Barney looked exactly the same. Beautifully, painfully, wonderfully the same. Robin watched him shuffling down the sidewalk, head bowed, wearing those stupid overalls. Jesus, she'd completely forgotten that! It was shortly after they'd split up for the very first time. Robin leaned back against the brick wall of the brownstone and shook her head. How aweful that had been. She remembered how fiercely she'd denied to herself, the feelings, the heartache. She remembered how deeply she'd been in love with him.

But right now she couldn't allow her tears to fall, not again, not with this one chance that Doug had given her. One chance to say goodbye. So she strode down the street and bumped into him, deliberately, their shoulders slamming into one another with her coming off the worst. But Robin Scherbatsky didn't show weakness (which was probably a large part of her problem), so she simply whirled around, grinning.

When he saw her, his eyes were drawn down, from her face to her cleavage and up again. She raised a challenging eyebrow, one hand on her hip and his face lit up.

He never could resist a cougar, she thought, and her insides twisted. Holy crap, he really was a handsome devil in his youth. Handsome and arrogant and incredible in bed. He could have had any woman he wanted but he had to make it so hard on himself, always giving himself these stupid challenges. Those stupid overalls.

But even in stonewashed denim, hot damn he looked good!

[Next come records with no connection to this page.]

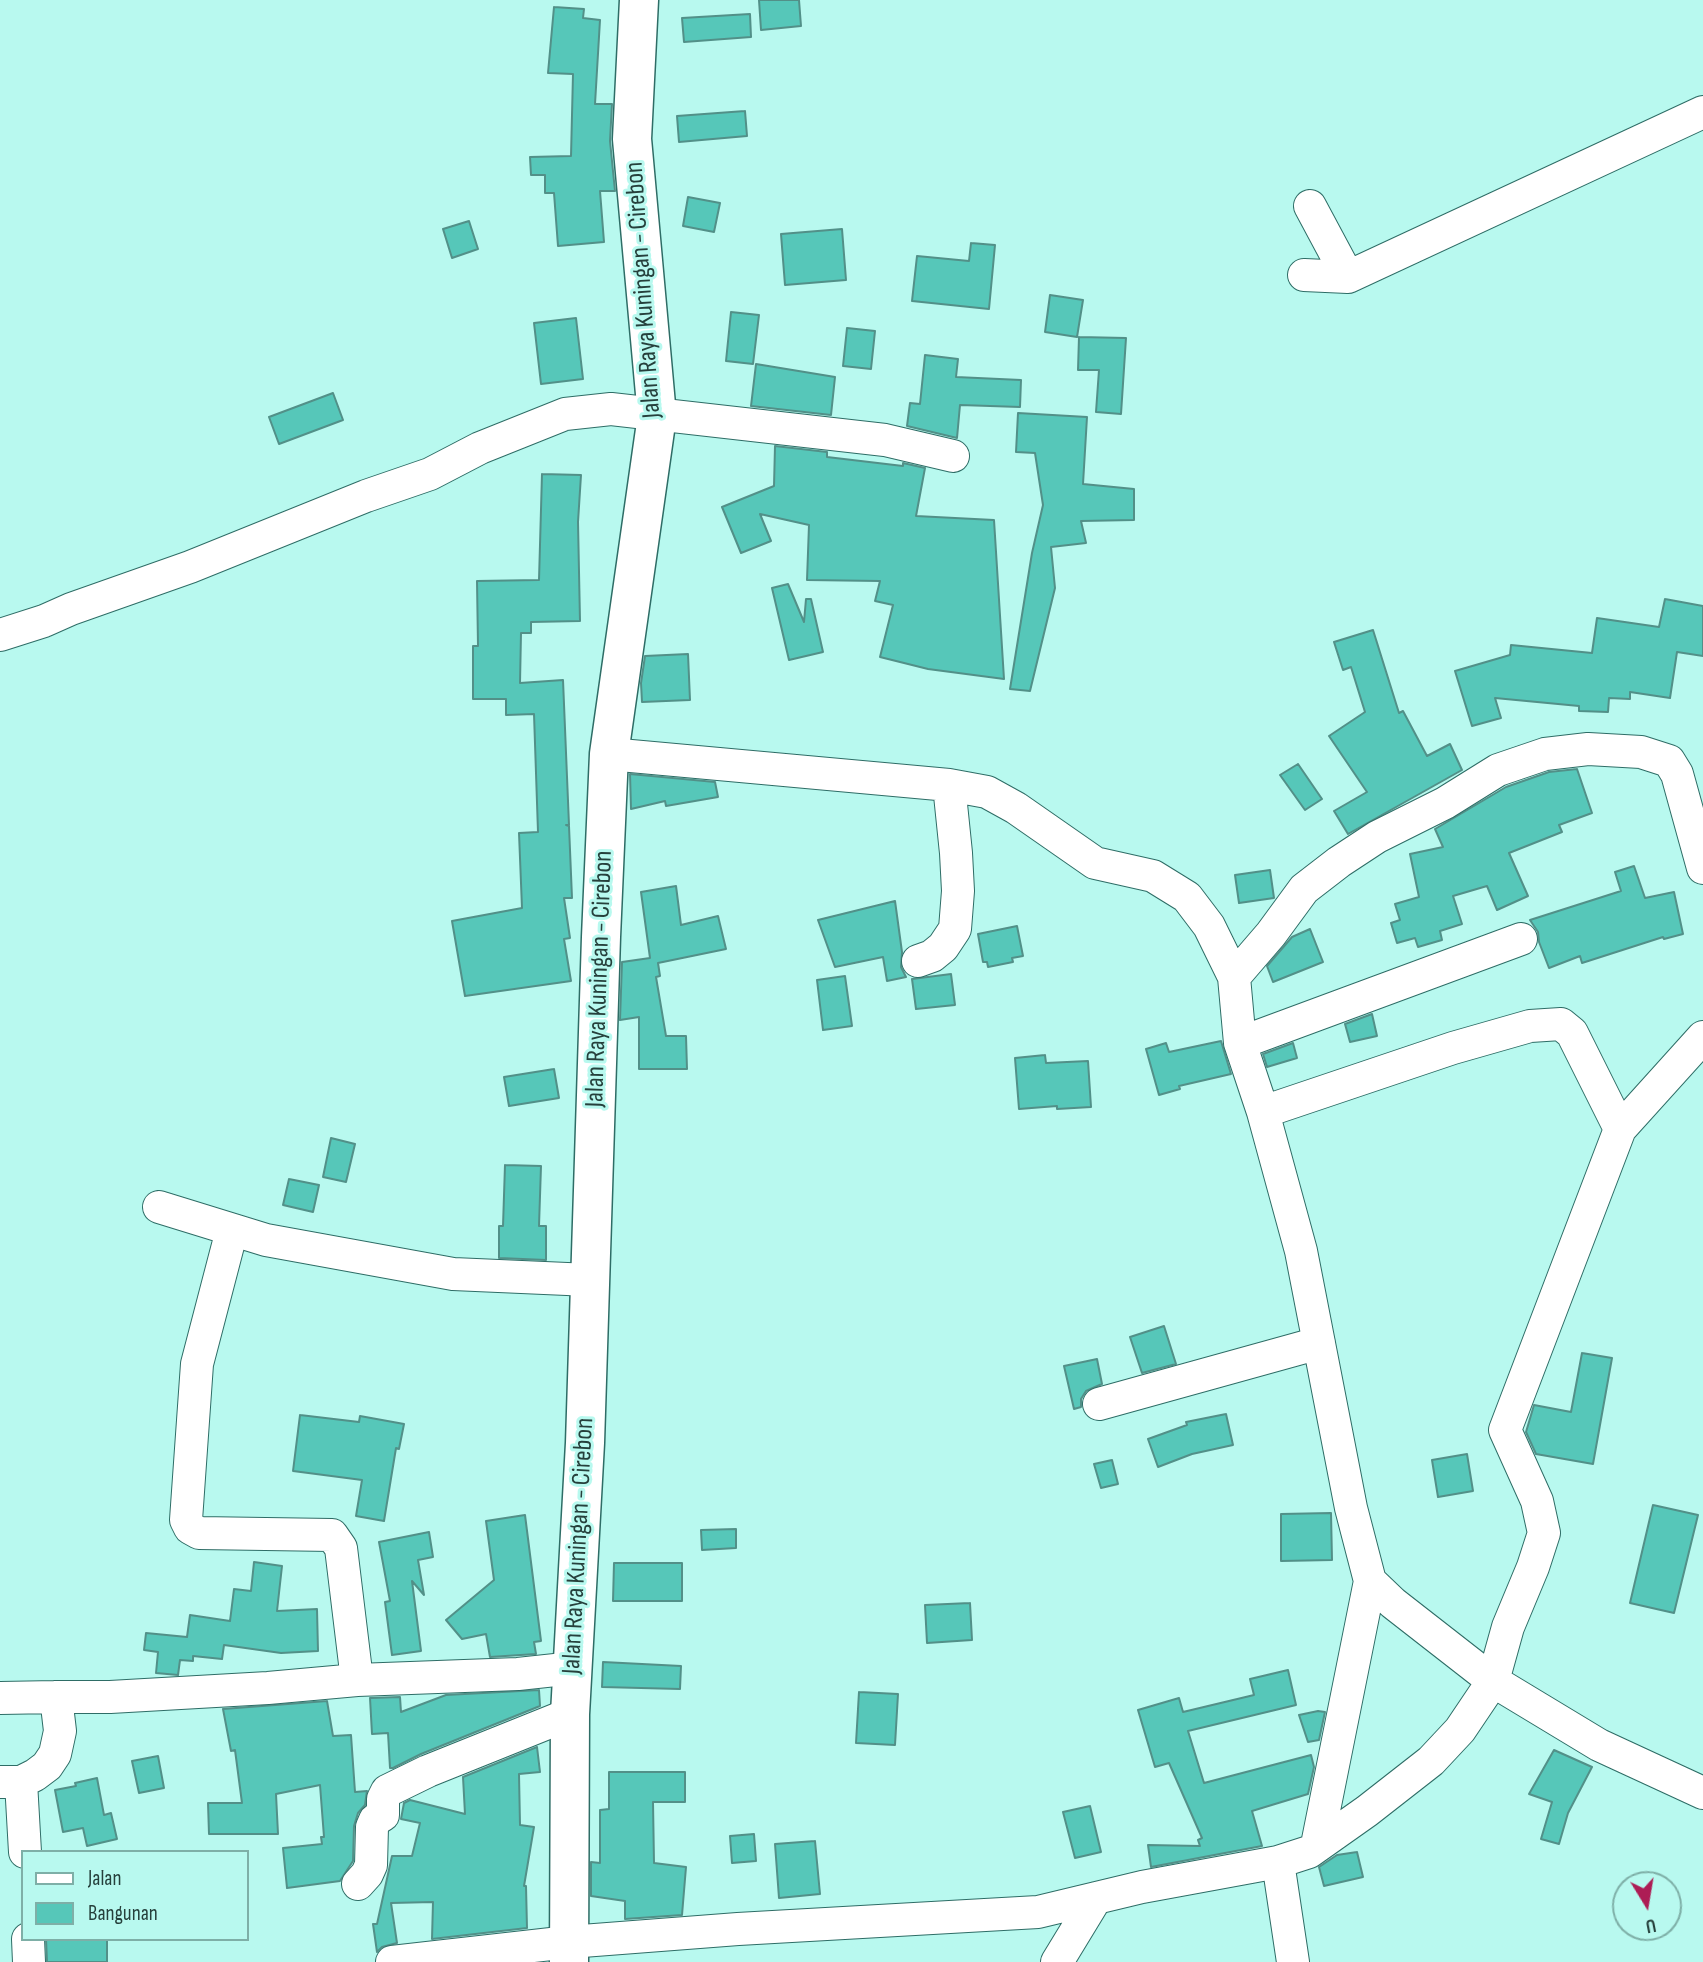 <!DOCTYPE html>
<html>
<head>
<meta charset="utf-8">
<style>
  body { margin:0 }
  #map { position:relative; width:1703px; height:1962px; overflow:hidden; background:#b8f9ef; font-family:"Sofia Sans Condensed",sans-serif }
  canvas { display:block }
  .legend { position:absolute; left:21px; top:1850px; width:228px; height:91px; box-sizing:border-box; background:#b8f9ef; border:2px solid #7eafa7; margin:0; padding:9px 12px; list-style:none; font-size:21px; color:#26403c }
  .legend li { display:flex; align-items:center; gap:14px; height:35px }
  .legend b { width:35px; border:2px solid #7eafa7 }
  .north { position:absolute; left:1612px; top:1871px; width:70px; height:70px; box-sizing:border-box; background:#b8f9ef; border:2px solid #7eafa7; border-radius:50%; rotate:169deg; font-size:19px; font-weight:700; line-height:28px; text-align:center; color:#26403c }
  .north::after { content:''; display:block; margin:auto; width:24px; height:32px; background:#ad1d55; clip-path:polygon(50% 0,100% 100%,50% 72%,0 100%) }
</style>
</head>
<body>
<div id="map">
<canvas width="1703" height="1962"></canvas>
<ul class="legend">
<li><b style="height:9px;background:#fff"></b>Jalan</li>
<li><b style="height:19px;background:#56c7b9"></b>Bangunan</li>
</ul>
<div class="north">U</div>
</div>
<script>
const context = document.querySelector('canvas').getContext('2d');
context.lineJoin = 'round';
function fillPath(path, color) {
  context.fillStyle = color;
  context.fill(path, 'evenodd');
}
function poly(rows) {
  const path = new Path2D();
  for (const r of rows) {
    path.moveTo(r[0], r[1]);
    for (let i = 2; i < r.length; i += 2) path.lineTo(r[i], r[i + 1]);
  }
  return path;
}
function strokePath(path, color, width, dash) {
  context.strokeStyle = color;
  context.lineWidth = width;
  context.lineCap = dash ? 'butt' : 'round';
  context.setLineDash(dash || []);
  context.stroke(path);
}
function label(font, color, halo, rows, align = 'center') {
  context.font = font + ' "Sofia Sans Condensed",sans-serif';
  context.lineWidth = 6;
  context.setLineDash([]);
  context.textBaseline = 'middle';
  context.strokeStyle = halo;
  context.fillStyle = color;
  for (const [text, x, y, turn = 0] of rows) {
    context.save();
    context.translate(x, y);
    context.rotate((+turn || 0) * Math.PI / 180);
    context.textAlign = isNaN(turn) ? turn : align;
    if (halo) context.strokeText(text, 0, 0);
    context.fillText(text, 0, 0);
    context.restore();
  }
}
const building = poly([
  [759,0,799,0,801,26,761,30,759,0],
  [554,7,584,9,583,18,600,20,595,104,612,104,610,141,615,191,600,191,604,242,558,246,554,193,545,193,545,175,531,175,530,157,571,156,573,74,548,73,554,7],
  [750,14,751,37,684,42,682,18,750,14],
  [745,111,747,136,679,142,677,116,745,111],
  [688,197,720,203,714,232,683,226,688,197],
  [469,221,478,249,452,258,443,229,469,221],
  [842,229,846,280,785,285,781,234,842,229],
  [971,243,995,245,989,309,912,301,917,256,969,261,971,243],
  [1050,295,1083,300,1077,337,1045,332,1050,295],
  [731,312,759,315,753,364,726,361,731,312],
  [576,318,583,379,541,384,534,323,576,318],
  [847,328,875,331,871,369,843,366,847,328],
  [1079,337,1126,338,1121,414,1096,412,1099,370,1078,370,1079,337],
  [925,355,958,359,956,377,1021,380,1020,407,960,405,957,438,907,426,910,403,920,404,925,355],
  [756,364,835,377,831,415,751,406,756,364],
  [333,393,343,420,279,444,269,417,333,393],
  [1018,413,1087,417,1083,484,1134,489,1134,520,1081,521,1086,543,1051,547,1055,588,1030,691,1010,689,1032,553,1043,505,1035,453,1016,452,1018,413],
  [775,446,827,452,827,457,903,466,903,463,925,468,916,516,994,520,1004,679,928,669,880,657,893,605,875,601,880,581,807,580,809,525,760,514,771,541,741,553,722,507,774,486,775,446],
  [542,474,581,475,578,522,580,621,531,622,531,633,521,633,520,683,563,680,569,825,566,825,569,826,572,898,564,898,570,938,564,939,571,981,465,996,452,921,522,908,519,833,538,832,534,714,506,715,506,699,473,699,473,646,478,646,477,581,539,580,542,474],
  [788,584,804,622,806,599,811,599,823,652,789,660,772,588,788,584],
  [1665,599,1703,606,1703,656,1677,652,1670,698,1630,692,1630,699,1609,698,1608,712,1579,711,1579,706,1495,698,1501,718,1472,726,1455,671,1510,655,1511,645,1592,653,1597,618,1659,627,1665,599],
  [1373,630,1399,713,1403,711,1427,756,1450,744,1462,770,1348,834,1334,811,1367,792,1329,736,1365,712,1351,667,1343,670,1334,642,1373,630],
  [688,654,690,700,642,702,641,683,645,656,688,654],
  [1298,764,1322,799,1305,810,1280,775,1298,764],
  [1577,769,1592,813,1559,825,1562,832,1509,853,1528,896,1497,910,1487,886,1453,896,1462,924,1440,931,1442,940,1418,947,1415,938,1397,943,1391,923,1400,920,1395,904,1419,897,1410,854,1443,847,1435,829,1506,787,1549,772,1577,769],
  [630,774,715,782,718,797,666,806,665,801,631,809,630,774],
  [1634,866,1645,898,1674,892,1683,934,1664,939,1663,937,1582,963,1580,956,1549,968,1539,942,1538,932,1530,920,1621,891,1615,872,1634,866],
  [1270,870,1274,898,1239,903,1235,875,1270,870],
  [676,886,681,925,718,916,726,949,658,963,660,976,656,977,666,1036,686,1036,687,1069,639,1069,639,1017,620,1020,622,962,650,958,641,892,676,886],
  [895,901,902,952,901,967,906,977,887,981,883,957,835,967,818,920,895,901],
  [1017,926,1023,956,1012,958,1013,962,988,967,987,962,983,962,978,934,1017,926],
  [1310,929,1323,962,1273,982,1267,966,1292,937,1310,929],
  [951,974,955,1005,916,1009,912,979,951,974],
  [845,976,852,1026,823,1030,817,980,845,976],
  [1372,1014,1377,1036,1350,1042,1345,1024,1372,1014],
  [1221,1041,1231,1074,1179,1086,1180,1089,1159,1095,1146,1049,1166,1043,1169,1052,1221,1041],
  [1293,1043,1297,1058,1267,1067,1263,1054,1293,1043],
  [1045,1055,1046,1063,1088,1061,1091,1107,1057,1109,1057,1106,1019,1109,1015,1058,1045,1055],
  [554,1069,559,1098,509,1106,504,1077,554,1069],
  [331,1138,355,1144,346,1182,323,1177,331,1138],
  [505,1165,541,1166,539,1226,546,1226,546,1260,499,1258,499,1226,503,1226,505,1165],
  [289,1179,319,1185,313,1212,283,1205,289,1179],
  [1164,1326,1176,1364,1142,1373,1130,1337,1164,1326],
  [1582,1353,1612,1358,1593,1464,1536,1454,1526,1432,1534,1405,1571,1412,1582,1353],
  [1097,1359,1102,1384,1086,1391,1081,1399,1081,1407,1074,1409,1064,1366,1097,1359],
  [1226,1414,1233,1445,1192,1454,1158,1467,1148,1439,1187,1425,1186,1422,1226,1414],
  [300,1415,359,1422,360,1416,404,1424,399,1449,396,1448,384,1521,356,1516,362,1480,293,1471,300,1415],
  [1467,1454,1473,1491,1438,1497,1432,1460,1467,1454],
  [1112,1460,1118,1484,1101,1488,1094,1464,1112,1460],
  [1653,1505,1698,1515,1674,1613,1630,1603,1653,1505],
  [1331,1513,1332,1560,1281,1561,1281,1514,1331,1513],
  [525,1515,541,1641,534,1642,536,1654,490,1657,486,1634,462,1639,446,1620,494,1580,486,1521,525,1515],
  [736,1529,736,1548,702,1550,701,1530,736,1529],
  [429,1532,433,1557,418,1560,424,1595,412,1581,421,1651,392,1655,385,1602,390,1601,379,1542,429,1532],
  [254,1562,282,1566,277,1611,317,1609,318,1651,281,1653,224,1645,222,1659,193,1656,193,1661,180,1660,178,1675,156,1673,158,1652,144,1650,146,1633,187,1637,190,1615,230,1621,234,1589,251,1591,254,1562],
  [614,1563,682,1563,682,1601,613,1601,614,1563],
  [970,1603,972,1640,927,1643,925,1605,970,1603],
  [603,1662,681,1666,680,1689,602,1687,603,1662],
  [1288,1670,1296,1705,1188,1731,1204,1783,1311,1755,1314,1767,1308,1794,1252,1811,1262,1846,1151,1867,1148,1845,1200,1846,1198,1840,1202,1838,1169,1763,1155,1767,1138,1710,1179,1698,1183,1712,1254,1695,1250,1679,1288,1670],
  [539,1690,540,1706,421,1754,393,1768,390,1768,388,1733,372,1734,370,1698,400,1697,401,1712,446,1695,539,1690],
  [859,1692,898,1694,895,1745,856,1743,859,1692],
  [327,1701,333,1736,351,1735,355,1792,367,1791,365,1805,358,1813,354,1826,353,1861,340,1881,287,1888,283,1848,322,1844,321,1837,324,1837,320,1785,276,1794,278,1834,209,1834,208,1803,242,1803,235,1750,231,1751,223,1709,327,1701],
  [1318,1711,1325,1712,1319,1740,1308,1742,1299,1715,1318,1711],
  [537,1747,540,1772,519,1774,520,1825,534,1827,524,1886,526,1886,527,1928,432,1939,433,1902,391,1903,397,1943,382,1947,377,1952,373,1924,377,1924,392,1856,412,1856,420,1823,401,1819,404,1803,410,1800,465,1814,463,1777,537,1747],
  [1554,1750,1592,1767,1568,1813,1559,1844,1541,1839,1552,1802,1529,1794,1554,1750],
  [158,1756,164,1788,139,1793,132,1761,158,1756],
  [609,1772,685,1772,685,1802,653,1802,654,1863,686,1867,682,1915,625,1919,625,1901,591,1896,591,1862,600,1863,600,1810,609,1809,609,1772],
  [97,1778,104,1815,111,1813,117,1839,87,1846,83,1828,63,1832,55,1790,76,1786,75,1783,97,1778],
  [1090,1806,1101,1852,1075,1858,1063,1812,1090,1806],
  [754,1834,756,1861,732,1863,730,1836,754,1834],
  [815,1841,820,1894,779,1898,775,1844,815,1841],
  [1357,1852,1363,1877,1324,1886,1319,1867,1337,1855,1357,1852],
  [46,1939,107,1939,107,1962,47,1962,46,1939]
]);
fillPath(building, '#56c7b9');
strokePath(building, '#529088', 2);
const minor = poly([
  [1310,206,1348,277],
  [1304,275,1348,277,1703,112],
  [0,635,44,621,71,609,190,567,366,496,430,474,480,448,565,414,611,409,885,440,953,456],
  [609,754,949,785,987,792,1016,808,1095,863,1153,876,1187,897,1209,926,1234,977,1240,1043,1263,1112,1301,1251,1351,1508,1370,1581,1317,1845],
  [918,961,932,956,943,947,955,929,958,891,956,853,949,785],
  [1234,977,1271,934,1304,889,1339,862,1377,837,1445,803,1498,770,1545,754,1588,749,1641,752,1669,761,1677,774,1703,868],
  [1240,1043,1521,939],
  [1263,1112,1453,1048,1530,1026,1561,1024,1572,1033,1620,1129],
  [159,1207,266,1240,453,1274,590,1280],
  [232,1230,197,1364,186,1520,190,1528,199,1533,332,1535,341,1548,357,1680],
  [1099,1404,1319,1343],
  [1370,1581,1393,1603,1493,1681,1508,1627,1533,1567,1544,1533,1537,1501,1505,1430,1620,1129,1703,1037],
  [0,1698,56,1697],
  [2,1782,21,1782,25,1852],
  [21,1782,35,1775,47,1766,55,1754,60,1731,56,1697,110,1697,268,1688,357,1680,518,1674,574,1668],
  [1278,1862,1293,1962],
  [358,1884,367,1874,371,1865,372,1827,375,1820,383,1815,383,1799,387,1791,428,1771,570,1714],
  [28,1939,29,1962],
  [392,1962,569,1942,738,1929,1038,1912,1142,1887,1278,1862,1309,1852,1367,1811,1431,1761,1460,1730,1493,1681,1599,1745,1703,1793],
  [1057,1962,1096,1898]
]);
const highway = poly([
  [569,1962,570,1714,585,1443,601,937,609,754,657,416,632,139,639,0]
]);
strokePath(minor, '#2e6d66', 34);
strokePath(highway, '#2e6d66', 41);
strokePath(minor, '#fff', 32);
strokePath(highway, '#fff', 38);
label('26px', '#26403c', '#b8f9ef', [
  ["Jalan Raya Kuningan - Cirebon",644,290,-94],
  ["Jalan Raya Kuningan - Cirebon",600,979,-88],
  ["Jalan Raya Kuningan - Cirebon",579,1546,-87]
]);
</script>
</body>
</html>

"Where're you going in such a rush, handsome? That you've forgotten your manners?" She said with a wink. But rather than apologize, his grin widened. It was a little sad that she could practically see the cogs whirring in his brain, possibly weighing whether she'd go for him in the overalls, whether he could win his stupid bet.

Someone who bets against himself always loses.

But then he stepped into her, and she caught the barest trace of his scent in the air, and she was instantly whisked back thirty years to when she was young and he was her best friend and they were at the start of a long, painful, incredible journey.

She held back the tears, she held back the memories and she smiled as he spoke.

"Well I heard you were in town, baby, and I couldn't wait to meet you!" He said, with all the fire and certainty and the joy of life and youth.

She never could resist that smile.

*--*--*

Later, after she was pretty sure she blew his mind and he was an inch away from telling her that he loved her and almost-meaning-it, Robin checked the clock and realized that they had about five minutes left.

"Dude," she whispered softly, as her murmured against her breast. "When you tell Ted this story, don't make out like I'm some old lady, okay? I'm damn hot and I know it. You're lucky to have made it with me."

He purred as she stroked a finger down his spine then looked up at her, adorably puzzled. "Ted?"

Then she patted him on the arm and levered herself up, out of his bed. "Just going to freshen up," she reassured him, grabbing her pile of clothing.

But before she left, she kissed him, a chaste press of her lips on the cheek. She could warn him, she knew, make things different, change the future. But Doug had told her not to. And if she changed anything tonight…

So she quickly pulled away, and minutes later there was a tiny flash and she was gone.

*--*--*

"Not kidding dude," Barney laughed. "Total cougar. She was hot, and I mean awesomely hot. And in the sack… Jesus. Almost threw out my hip again. Cougars are deadly, man."

Ted laughed. "Yeah, she was sixty, man. That's disgusting. You should get therapy. No way is any challenge worth that."

"You saw Marshall's professor? Well this chick was, like, twenty times hotter. I mean, you would have totally hit that."

"Should have taken a picture, man," Ted laughed.

Barney raised an eyebrow, and handed Ted his iPhone, the other man whistling between his teeth in appreciation. Then Ted laughed.

"No way, that's photoshopped!"

"No really," Barney insisted. "Her tits really were that awesome."

Robin shook her head and muttered, "Gross." She hoped to god when she was that age she'd have a little more class than to sleep with Barney Stinson.

Thirty years away, future-Robin dabbed her eyes and smiled.